Freeman Dyson, a physicist at the Institute for Advanced Study, Princeton, avers that it enters at a very basic level: “Atoms are weird stuff, behaving like active agents rather than inert substances. … It appears that mind as manifested by the capacity to make choices is to some extent inherent in every atom.” Can mind be a part of an inert matter, an atom?

John Archibald Wheeler, former president of the American Physical Society, physics professor emeritus of Princeton University, winner of the Einstein Award, gives a clue to how that might be. Wheeler sees the world as the “it” (the tangible item) that came from a “bit” (eight of which comprise a byte of information) He is quoted as having first viewed reality as being composed of particles.
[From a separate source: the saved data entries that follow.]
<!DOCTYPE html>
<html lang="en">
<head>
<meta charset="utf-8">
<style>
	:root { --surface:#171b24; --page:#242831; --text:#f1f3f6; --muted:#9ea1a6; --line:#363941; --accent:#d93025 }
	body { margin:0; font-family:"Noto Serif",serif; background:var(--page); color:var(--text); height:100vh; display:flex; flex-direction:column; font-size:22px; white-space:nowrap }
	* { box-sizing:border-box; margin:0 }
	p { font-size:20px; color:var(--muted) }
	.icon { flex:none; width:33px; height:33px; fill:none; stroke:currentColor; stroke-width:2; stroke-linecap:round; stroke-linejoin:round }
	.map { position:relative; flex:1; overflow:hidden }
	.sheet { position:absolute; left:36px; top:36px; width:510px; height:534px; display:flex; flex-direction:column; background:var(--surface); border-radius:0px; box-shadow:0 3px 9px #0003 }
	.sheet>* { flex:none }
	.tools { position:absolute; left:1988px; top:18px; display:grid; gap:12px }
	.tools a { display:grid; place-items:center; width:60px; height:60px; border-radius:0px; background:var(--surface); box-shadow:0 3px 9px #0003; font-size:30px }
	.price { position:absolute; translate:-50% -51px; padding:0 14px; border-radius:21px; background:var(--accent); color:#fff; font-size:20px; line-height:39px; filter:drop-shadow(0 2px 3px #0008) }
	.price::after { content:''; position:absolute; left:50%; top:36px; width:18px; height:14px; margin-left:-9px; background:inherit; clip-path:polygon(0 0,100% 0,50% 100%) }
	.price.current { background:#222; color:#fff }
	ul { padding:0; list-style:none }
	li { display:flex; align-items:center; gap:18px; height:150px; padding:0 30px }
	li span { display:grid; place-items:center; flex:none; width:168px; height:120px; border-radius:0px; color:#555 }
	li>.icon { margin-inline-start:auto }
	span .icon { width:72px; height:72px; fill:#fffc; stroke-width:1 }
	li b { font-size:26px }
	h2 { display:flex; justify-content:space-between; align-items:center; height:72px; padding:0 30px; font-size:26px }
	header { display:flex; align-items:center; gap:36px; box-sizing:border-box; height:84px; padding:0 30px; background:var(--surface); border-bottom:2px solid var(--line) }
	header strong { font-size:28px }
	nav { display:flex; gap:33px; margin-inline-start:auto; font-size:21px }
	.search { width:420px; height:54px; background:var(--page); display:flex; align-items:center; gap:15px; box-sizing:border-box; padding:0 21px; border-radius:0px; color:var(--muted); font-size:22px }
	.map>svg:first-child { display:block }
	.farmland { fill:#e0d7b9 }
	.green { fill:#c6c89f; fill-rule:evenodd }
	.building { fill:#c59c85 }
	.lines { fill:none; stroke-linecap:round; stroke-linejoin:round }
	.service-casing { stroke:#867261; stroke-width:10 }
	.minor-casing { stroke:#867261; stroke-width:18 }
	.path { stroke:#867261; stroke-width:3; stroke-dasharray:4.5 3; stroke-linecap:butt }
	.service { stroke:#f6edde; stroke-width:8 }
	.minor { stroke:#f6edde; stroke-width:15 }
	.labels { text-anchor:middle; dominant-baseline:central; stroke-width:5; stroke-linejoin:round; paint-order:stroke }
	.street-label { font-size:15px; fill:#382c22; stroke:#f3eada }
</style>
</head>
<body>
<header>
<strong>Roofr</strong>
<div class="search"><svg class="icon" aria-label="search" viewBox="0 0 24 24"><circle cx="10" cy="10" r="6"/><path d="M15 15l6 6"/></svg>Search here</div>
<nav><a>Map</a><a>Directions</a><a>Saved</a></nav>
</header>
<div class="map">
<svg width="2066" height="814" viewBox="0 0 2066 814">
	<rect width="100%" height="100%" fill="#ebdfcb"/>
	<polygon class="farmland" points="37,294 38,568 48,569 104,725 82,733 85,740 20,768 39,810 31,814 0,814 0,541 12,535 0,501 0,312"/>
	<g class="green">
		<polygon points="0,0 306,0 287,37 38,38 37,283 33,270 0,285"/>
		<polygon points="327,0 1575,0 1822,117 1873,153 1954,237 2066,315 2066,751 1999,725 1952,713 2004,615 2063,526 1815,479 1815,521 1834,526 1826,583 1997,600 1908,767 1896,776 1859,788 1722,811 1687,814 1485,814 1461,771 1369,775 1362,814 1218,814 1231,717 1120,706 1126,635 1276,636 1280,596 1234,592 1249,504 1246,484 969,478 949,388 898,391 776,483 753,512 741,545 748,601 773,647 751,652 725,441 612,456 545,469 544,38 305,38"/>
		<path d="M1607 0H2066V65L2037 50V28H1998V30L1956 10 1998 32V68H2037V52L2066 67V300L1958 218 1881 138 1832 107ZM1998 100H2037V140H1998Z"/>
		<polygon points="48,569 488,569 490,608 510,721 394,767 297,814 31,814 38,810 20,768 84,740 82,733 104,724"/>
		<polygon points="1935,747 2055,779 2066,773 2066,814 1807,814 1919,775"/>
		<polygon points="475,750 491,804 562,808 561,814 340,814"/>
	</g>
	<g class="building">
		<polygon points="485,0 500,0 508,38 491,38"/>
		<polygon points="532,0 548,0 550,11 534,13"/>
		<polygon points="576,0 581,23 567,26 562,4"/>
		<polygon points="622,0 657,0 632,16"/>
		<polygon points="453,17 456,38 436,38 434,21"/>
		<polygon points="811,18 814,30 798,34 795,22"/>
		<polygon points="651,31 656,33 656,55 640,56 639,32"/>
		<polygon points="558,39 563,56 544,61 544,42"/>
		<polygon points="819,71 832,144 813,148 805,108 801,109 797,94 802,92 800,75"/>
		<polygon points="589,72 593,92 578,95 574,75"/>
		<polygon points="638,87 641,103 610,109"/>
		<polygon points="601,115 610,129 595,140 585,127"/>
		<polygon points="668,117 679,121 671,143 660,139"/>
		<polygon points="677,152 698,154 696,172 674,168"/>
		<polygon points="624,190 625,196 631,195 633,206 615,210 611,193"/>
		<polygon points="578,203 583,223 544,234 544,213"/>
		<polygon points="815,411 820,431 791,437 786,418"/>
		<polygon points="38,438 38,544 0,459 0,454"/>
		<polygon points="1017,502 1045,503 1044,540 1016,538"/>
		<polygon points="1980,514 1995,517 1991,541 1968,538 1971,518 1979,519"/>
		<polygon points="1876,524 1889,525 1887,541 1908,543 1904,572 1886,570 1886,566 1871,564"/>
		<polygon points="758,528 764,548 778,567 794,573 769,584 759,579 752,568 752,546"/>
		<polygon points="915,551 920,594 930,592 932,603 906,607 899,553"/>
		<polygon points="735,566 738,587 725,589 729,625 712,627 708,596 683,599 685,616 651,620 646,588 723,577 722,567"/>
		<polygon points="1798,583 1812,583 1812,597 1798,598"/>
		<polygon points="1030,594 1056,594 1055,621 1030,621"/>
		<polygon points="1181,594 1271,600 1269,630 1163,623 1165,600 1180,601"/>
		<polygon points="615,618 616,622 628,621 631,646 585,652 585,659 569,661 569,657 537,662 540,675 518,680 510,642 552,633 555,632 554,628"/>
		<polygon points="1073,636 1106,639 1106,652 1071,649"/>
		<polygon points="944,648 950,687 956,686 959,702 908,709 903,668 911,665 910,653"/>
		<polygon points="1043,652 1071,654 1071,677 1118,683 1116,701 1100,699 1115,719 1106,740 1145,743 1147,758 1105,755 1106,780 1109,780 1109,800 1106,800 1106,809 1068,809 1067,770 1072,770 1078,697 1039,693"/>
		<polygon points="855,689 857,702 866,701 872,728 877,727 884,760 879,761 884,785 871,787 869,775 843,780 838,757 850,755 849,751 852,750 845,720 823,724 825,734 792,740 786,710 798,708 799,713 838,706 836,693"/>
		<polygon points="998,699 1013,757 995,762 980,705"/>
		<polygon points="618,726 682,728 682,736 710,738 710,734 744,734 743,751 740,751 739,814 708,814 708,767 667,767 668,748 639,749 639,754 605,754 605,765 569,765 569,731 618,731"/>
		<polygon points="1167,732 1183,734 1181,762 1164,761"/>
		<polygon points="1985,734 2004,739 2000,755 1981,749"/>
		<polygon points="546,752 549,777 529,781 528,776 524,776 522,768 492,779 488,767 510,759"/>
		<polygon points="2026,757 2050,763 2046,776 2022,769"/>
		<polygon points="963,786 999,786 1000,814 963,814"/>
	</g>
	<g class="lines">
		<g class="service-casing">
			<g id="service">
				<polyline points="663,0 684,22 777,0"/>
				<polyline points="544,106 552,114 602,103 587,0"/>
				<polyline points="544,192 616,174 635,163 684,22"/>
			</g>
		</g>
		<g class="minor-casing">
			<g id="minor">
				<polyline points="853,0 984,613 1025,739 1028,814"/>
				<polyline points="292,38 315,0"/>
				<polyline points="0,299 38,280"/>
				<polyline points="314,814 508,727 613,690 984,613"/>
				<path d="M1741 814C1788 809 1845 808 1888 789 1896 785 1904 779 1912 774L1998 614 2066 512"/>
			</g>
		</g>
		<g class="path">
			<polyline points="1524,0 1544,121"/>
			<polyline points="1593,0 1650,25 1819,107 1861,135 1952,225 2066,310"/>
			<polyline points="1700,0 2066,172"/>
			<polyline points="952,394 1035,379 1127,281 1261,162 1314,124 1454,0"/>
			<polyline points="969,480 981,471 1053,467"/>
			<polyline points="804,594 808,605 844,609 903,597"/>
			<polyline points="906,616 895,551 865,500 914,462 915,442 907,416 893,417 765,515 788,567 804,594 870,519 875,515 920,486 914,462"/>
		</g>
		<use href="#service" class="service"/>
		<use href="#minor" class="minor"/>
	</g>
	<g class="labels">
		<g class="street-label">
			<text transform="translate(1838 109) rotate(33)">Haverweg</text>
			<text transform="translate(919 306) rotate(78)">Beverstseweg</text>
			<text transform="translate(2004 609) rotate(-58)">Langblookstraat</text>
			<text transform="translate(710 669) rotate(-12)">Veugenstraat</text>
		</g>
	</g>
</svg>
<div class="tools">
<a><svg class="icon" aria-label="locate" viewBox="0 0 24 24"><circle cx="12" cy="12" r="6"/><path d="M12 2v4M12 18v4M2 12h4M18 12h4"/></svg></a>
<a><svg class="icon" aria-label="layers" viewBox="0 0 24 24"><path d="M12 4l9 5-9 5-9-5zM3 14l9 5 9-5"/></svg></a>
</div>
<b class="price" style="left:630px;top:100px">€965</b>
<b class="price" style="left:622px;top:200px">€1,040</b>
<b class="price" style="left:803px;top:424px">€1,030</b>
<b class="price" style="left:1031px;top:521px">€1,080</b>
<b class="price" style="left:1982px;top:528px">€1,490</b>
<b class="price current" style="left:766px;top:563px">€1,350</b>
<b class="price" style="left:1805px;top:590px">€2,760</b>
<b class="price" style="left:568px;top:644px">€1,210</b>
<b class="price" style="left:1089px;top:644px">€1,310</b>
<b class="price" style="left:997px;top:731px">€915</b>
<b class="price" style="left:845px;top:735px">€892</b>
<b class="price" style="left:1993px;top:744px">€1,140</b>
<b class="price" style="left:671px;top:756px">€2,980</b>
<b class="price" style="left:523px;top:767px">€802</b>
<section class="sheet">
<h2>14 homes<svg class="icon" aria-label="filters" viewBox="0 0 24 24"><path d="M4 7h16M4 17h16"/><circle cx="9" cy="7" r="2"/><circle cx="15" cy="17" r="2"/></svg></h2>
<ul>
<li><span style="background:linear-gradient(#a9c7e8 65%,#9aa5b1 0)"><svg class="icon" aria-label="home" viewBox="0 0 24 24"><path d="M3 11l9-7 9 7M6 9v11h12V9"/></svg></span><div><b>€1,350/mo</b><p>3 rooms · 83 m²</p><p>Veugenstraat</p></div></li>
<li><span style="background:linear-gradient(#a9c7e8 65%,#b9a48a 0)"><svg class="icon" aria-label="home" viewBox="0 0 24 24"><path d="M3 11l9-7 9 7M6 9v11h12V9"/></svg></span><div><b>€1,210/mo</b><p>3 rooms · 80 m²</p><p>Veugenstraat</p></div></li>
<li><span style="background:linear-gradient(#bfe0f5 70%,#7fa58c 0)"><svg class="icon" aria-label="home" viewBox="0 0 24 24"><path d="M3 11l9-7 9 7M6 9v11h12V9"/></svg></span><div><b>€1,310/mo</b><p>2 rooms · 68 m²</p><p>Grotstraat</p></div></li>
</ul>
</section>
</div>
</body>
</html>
Then as his understanding broadened, the particles were seen not to be particles at all, but rather manifestation of fields. Now after a lifetime of study, reality appears to be the expression of information.

Shouchen Zhang at Stanford, Anton Zeilinger at the University of Vienna, and Ed Fredkin at M.I.T. Voice the same speculation: that matter actually arises from a structured or organized substrate of information. That tangible matter is actually the manifestation of of ethereal information.
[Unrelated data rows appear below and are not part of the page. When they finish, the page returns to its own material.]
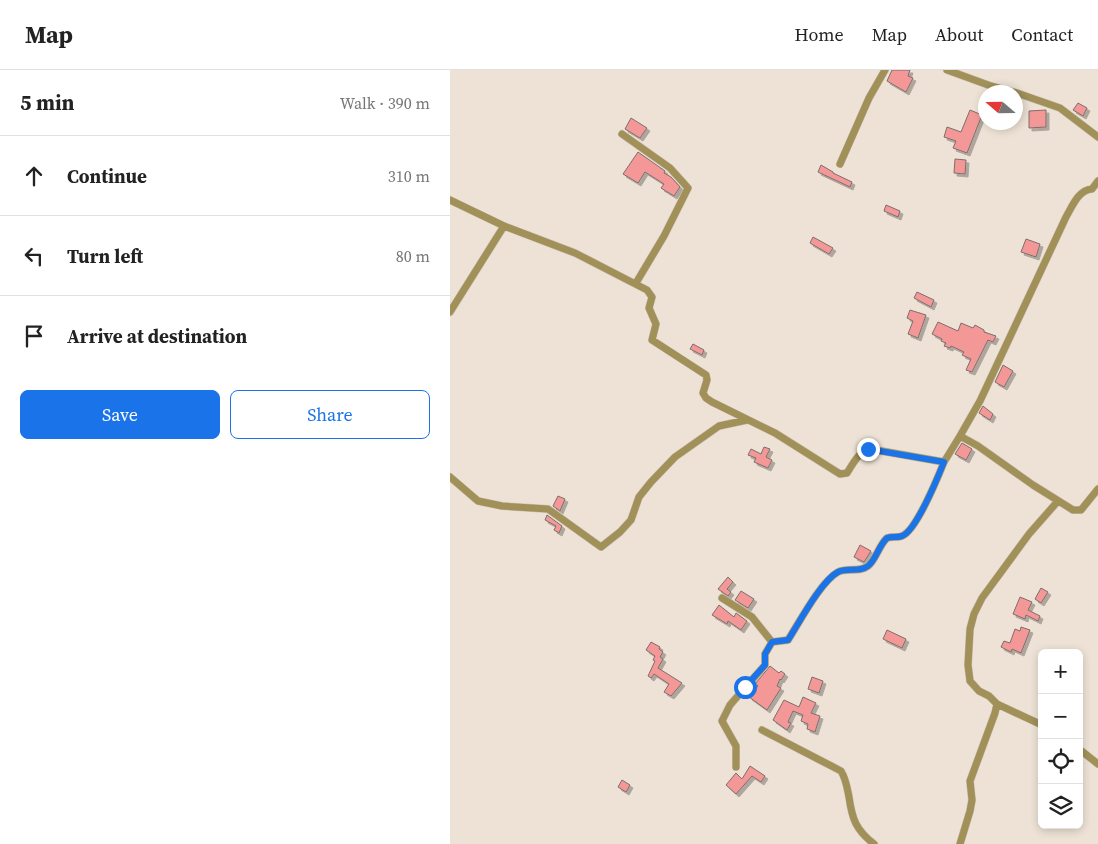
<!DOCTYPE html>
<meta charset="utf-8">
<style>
body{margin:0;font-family:"Source Serif 4",serif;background:#f2f2f2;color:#222}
.controls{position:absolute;right:15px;bottom:15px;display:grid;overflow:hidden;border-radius:8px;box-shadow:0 2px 8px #0003}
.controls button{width:45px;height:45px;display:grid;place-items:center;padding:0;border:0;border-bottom:1px solid #e0e0e0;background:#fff;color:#222;font:25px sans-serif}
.compass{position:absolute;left:528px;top:15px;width:45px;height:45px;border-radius:50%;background:#fff;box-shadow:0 2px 8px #0003;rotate:290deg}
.stop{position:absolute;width:15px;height:15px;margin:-11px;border:4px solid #1a73e8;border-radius:50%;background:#fff}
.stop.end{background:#1a73e8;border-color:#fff;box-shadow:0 1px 5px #0008}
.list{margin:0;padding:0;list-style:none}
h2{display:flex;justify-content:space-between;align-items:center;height:65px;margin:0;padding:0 20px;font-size:21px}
h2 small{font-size:16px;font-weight:400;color:#767676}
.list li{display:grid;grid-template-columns:32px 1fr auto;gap:15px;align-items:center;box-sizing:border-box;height:80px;padding:0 20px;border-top:1px solid #e0e0e0}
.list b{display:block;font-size:19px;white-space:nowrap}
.list em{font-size:16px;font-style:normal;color:#767676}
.actions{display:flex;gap:10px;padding:15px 20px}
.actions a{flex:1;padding:11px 0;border:1px solid #1a73e8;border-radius:8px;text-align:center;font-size:18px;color:#1a73e8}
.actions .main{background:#1a73e8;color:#fff}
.icon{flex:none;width:28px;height:28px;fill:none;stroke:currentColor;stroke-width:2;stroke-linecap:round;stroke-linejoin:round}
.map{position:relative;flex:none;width:648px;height:774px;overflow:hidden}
header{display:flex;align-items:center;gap:30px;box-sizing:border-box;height:70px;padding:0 25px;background:#fff;border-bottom:1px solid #e0e0e0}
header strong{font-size:24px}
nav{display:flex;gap:28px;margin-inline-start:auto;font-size:18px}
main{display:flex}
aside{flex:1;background:#fff}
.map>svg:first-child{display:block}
</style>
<header>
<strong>Map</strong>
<nav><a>Home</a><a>Map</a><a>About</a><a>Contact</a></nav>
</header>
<main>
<aside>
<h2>5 min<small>Walk · 390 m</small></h2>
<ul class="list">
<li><svg class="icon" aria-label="ahead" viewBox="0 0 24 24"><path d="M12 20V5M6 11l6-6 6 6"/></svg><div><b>Continue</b></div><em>310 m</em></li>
<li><svg class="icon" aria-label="left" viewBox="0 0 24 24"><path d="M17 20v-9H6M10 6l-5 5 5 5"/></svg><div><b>Turn left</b></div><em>80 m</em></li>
<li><svg class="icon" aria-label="arrive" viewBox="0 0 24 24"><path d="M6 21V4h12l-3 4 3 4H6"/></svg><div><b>Arrive at destination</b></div></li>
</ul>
<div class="actions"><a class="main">Save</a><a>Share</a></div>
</aside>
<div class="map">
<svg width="648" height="774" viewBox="0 0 648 774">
<defs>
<filter id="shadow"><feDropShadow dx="3" dy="3" stdDeviation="0" flood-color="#0004"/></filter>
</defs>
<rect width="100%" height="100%" fill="#ede2d5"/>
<!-- building -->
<path fill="#f39897" stroke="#7d6d6c" filter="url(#shadow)" d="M442,0h18l-2,6 5,2 -7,14 -19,-11z
M628,33l9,5 -4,8 -10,-6z
M520,40l12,5 -15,38 -14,-5 3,-7 -12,-4 3,-10 14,5z
M596,40v17l-17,1v-17z
M181,48l16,10 -7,10 -15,-9z
M188,82l27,19 -1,2 7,4 9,10 -6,9 -13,-8 3,-4 -19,-12 -7,11 -15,-9z
M505,89l11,1 -1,14 -11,-1z
M371,95l12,7v1l19,9 -2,5 -32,-15z
M436,135l14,6 -2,6 -14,-6z
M363,167l20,11 -4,6 -19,-11z
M576,169l14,5 -4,13 -15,-5z
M467,222l17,8 -3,7 -17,-9z
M460,240l16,5 -8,23 -10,-4 5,-13 -6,-3z
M488,252l20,9 3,-8 12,5 2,-3 9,5v2l12,4 -3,6 -5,-2 -16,32 -6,-2 5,-11 -9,-4 2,-3 -13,-6 -1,2 -6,-2 2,-3 -5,-2 1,-2 -10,-5z
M243,274l11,6 -2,5 -12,-6z
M553,295l10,6 -9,16 -9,-5z
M533,336l10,8 -3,6 -11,-7z
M512,373l10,6 -6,11 -11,-6z
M314,377l6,2 -4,8 6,3 -4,8 -14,-6 2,-4 -8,-3 3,-6 10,5z
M108,426l7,3 -5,12 -7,-5z
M97,445l15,11 -3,7 -5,-3 2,-4 -11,-6z
M410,475l11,6 -7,11 -10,-5z
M278,507l5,5 -6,7 4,3 -3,4 -10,-7z
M591,518l7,4 -7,11 -6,-4z
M291,521l13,8 -6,9 -13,-8z
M570,527l12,5 -4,8 12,6 -2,5 -12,-6 -1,4 -12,-5z
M269,535l15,12 2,-4 11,8 -6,9 -13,-9 -1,3 -15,-9z
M571,557l9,3 -9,23 -9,-4 -1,3 -10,-5 3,-6 6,2 5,-14 5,2z
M437,560l19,9 -4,9 -19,-9z
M201,572l9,5 -1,2 4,3 -3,5 3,2 -5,9 24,15 -11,13 -7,-4 5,-8 -15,-10 -3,4 -3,-2 7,-15 -2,-1 2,-4 -9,-6z
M320,596l9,7 2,-2 4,3 -4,6 -1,-1 -3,7 4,2 -14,22 -18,-13 9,-11 -3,-2z
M362,607l11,4 -4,12 -11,-4z
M353,627l13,6 -5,10 9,3 -5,16 -8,-3 1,-5 -7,-3 2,-6 -10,-4 -5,11 3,1 -4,7 -14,-10 11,-20 15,7z
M300,696l15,10 -4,6 -9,-6 -16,18 -10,-9 10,-12 6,6z
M172,710l8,5 -4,7 -8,-5z"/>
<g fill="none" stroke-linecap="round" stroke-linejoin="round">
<!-- street casing -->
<g stroke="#cac0b4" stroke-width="8">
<path id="street" d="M497,0l44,16 26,7 43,15 38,29
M172,64l48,34 18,20 -24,48 -28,47
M390,94l29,-66 16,-28
M0,130l54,26
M0,242l54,-86 71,27 72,37 5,7 -3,11 7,16 -4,16 54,35 1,5 -4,13 3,5 6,4 63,31 65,41 7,-1c6,-9 11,-21 23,-24l74,13 16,-26 18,10 55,39 40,25h8l17,-21
M510,366l20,-35 86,-184c6,-10 12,-27 26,-28l6,-8
M0,407l28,24 24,5 46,3 53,38 19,-15 11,-12 8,-23 12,-15 24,-25 44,-31 28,-6
M272,528l30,19 20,25
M547,634l45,21
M312,660l79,41c5,8 6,16 8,26 3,22 7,33 25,47
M629,679l19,15
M286,697v-21l-14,-25 8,-16 35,-40v-11l7,-12 16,-2c11,-17 33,-59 50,-68 9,-5 21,1 30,-6 8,-6 11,-21 19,-28 5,-2 11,0 15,-2 14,-5 36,-59 42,-74
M510,774l10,-33 2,-11 -2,-19 25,-68 2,-9 -8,-8 -10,-5 -9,-10 -2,-16 2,-36 4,-15 8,-16 47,-64 29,-33"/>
</g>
<!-- street -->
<use href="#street" stroke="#a19159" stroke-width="7"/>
</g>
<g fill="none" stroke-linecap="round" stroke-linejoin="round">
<!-- route -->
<path stroke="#1a73e8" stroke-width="6" d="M295,617l20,-22v-11l7,-12 16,-2c11,-17 33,-59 50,-68 9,-5 21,1 30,-6 8,-6 11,-21 19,-28 5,-2 11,0 15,-2 14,-5 36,-59 42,-74l-76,-13"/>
</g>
</svg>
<div class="controls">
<button>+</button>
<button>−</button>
<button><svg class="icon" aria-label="locate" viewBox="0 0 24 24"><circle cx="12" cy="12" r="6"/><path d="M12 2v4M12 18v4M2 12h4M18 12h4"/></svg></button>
<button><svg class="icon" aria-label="layers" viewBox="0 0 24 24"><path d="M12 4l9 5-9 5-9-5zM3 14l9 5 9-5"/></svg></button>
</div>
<svg class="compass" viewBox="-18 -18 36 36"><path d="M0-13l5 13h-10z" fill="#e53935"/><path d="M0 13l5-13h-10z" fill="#767676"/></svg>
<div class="stop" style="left:295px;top:617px"></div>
<div class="stop end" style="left:418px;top:379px"></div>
</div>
</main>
It all sounds bizarre. And is is nothing like the song I learned in my youth. Yet it is only slightly more outrageous than the proven phenomenon of intangible energy metamorphosing into matter.

This makes all the sense in the world if, in fact, matter is built form energy and energy is built from information. Suddenly, the old conundrum of how the physical brain gives rise to the ethereal mind and experienced sentience evaporates. It is not a question of consciousness arising form matter. It is rather quite the opposite, of matter arising from consciousness.

Mind, as information or wisdom, is present in every atom. Mind is ubiquitous in our universe, just as wisdom is the basis of all existence.

The tree and every other part of nature express in physical form the wavelike ethereal energy from which they are fashioned. And that elemental energy is none other than the manifestation of the wisdom from which it is built. The existence so familiar to our human sense of touch is but a metaphor that subtly implies an underlying truth far grander in its simplicity than that of the most exotic complexity of life and brain. The diversity of the cosmos, built of time and space and matter, has arisen from a singularity, not of the physical type couched within a black hole, but or a unity brought into being as mind, the first act of the creation.

J.A. Wheeler, during a BBC special, “the Creation of the Universe”, summarized the quest of ultimate reality: “To my mind, there must be at the bottom of it all, not an utterly simple equation, but an utterly simple IDEA. An to me that idea, when we finally discover it, will be so compelling, and so inevitable, so beautiful, we will say to each other: ‘How could it have ever been otherwise?’”

Plato described our perception of life as if we were persons viewing shadows on a wall, totally unaware of the reality that produces those two-dimensional images. The prophet Isaiah, three hundred years prior to Plato, laid the basis for Plato’s analogy:

“Then the eyes of the blind shall be opened, and the ears of the deaf unstopped. … The people that walked in darkness have seen a great light; they that dwelled in the land of images, upon them the light has shown.” Isaiah 35:5, 9:1

The study of our universe turns out to be an exercise in semiotics.